Apesar disso, pediu ajuda à embaixada portuguesa em Inglaterra para lidar com o caso da melhor forma, mas ainda não obteve qualquer resposta.
“Olhei para o espelho e senti uma tristeza enorme”
Naquela noite, quando chegou a casa, Pavel Vieira olhou-se ao espelho e sentiu “uma tristeza enorme”. Teve mesmo vontade de voltar para casa, mas diz não encontrar oportunidades de trabalho no país de origem, a Guiné Bissau, onde há uma “grande instabilidade política”.
Apesar do desânimo do momento, o luso-guineense diz não ter razões de queixa da comunidade do local onde vive. “As pessoas têm-se oferecido para ajudar. Muitos ingleses enviam mensagens a dizer para que não fique com imagem negativa da cidade”, conta.
Recebeu também muitas mensagens de outros negros, a agradecer a forma como lidou com a situação, apelando ao respeito e sem partir para a agressão.
“É uma das maiores lições que aprendi com tudo isto. Se tivesse reagido de outra forma, como seria? Talvez neste momento não estivesse aqui”, diz.

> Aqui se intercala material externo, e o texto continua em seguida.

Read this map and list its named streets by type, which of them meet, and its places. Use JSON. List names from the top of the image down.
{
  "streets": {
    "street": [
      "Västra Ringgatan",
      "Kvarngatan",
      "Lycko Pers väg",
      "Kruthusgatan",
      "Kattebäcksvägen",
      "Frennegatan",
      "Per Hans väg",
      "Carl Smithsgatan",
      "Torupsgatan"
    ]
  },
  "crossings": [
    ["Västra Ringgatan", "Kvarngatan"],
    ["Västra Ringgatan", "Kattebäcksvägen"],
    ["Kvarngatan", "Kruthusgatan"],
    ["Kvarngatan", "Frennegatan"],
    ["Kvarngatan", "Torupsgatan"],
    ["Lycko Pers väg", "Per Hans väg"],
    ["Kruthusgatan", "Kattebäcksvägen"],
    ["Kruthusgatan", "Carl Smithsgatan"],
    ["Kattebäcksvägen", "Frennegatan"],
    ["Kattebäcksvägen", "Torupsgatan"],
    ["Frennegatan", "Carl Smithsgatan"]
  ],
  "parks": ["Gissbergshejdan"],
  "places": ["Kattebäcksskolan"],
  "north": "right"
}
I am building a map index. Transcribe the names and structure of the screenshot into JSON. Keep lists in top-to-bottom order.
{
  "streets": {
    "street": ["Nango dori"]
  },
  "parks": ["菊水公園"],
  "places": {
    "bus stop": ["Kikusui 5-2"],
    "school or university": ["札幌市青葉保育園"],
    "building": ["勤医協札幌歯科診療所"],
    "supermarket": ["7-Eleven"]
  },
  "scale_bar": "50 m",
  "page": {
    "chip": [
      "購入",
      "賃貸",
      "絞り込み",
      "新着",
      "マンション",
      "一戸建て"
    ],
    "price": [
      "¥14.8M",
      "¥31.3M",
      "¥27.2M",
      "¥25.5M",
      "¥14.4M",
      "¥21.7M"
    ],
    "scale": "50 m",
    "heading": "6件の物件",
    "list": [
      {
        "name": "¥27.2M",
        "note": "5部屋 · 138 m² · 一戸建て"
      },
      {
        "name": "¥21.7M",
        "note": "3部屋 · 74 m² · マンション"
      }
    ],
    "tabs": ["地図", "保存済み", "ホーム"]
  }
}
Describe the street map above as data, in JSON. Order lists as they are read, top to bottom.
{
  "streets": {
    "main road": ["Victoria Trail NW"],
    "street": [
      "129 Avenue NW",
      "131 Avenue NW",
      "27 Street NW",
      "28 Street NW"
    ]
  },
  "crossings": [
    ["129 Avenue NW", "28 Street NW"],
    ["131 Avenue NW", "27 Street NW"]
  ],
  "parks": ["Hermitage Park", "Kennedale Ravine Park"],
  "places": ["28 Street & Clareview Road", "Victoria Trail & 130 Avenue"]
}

Pavel Vieira nasceu na Guiné Bissau e mudou-se com a família para Rio de Mouro, em Sintra, com apenas 10 anos. Viveu em Portugal durante mais de 10 anos e foi por cá que se estreou no futebol, tendo passado por clubes como o Estoril Praia, o Farense e o Olhanense. Chegou mesmo a jogar na primeira liga, ao serviço do Olhanense.
Pediu a dupla nacionalidade, juntamente com a família, mas quando teve que escolher entre a seleção portuguesa sub-20 e a seleção principal da Guiné Bissau, optou pela equipa da sua terra natal. Jogou ainda em vários clubes da III Divisão portuguesa, passou por Espanha e Itália e, em 2013, mudou-se para Inglaterra, onde chegou a jogar na Welsh League, a primeira liga do País de Gales.
Hoje, trabalha numa fábrica de produção de perfumes, em Liverpool. Optou por colocar o futebol em segundo plano e seguir o plano B, já que, aos 26 anos, não estava a conseguir o retorno financeiro desejado.
Pavel espera que o incidente ajude à reflexão da sociedade sobre o racismo e que a sua reação pacífica seja um exemplo para os mais novos.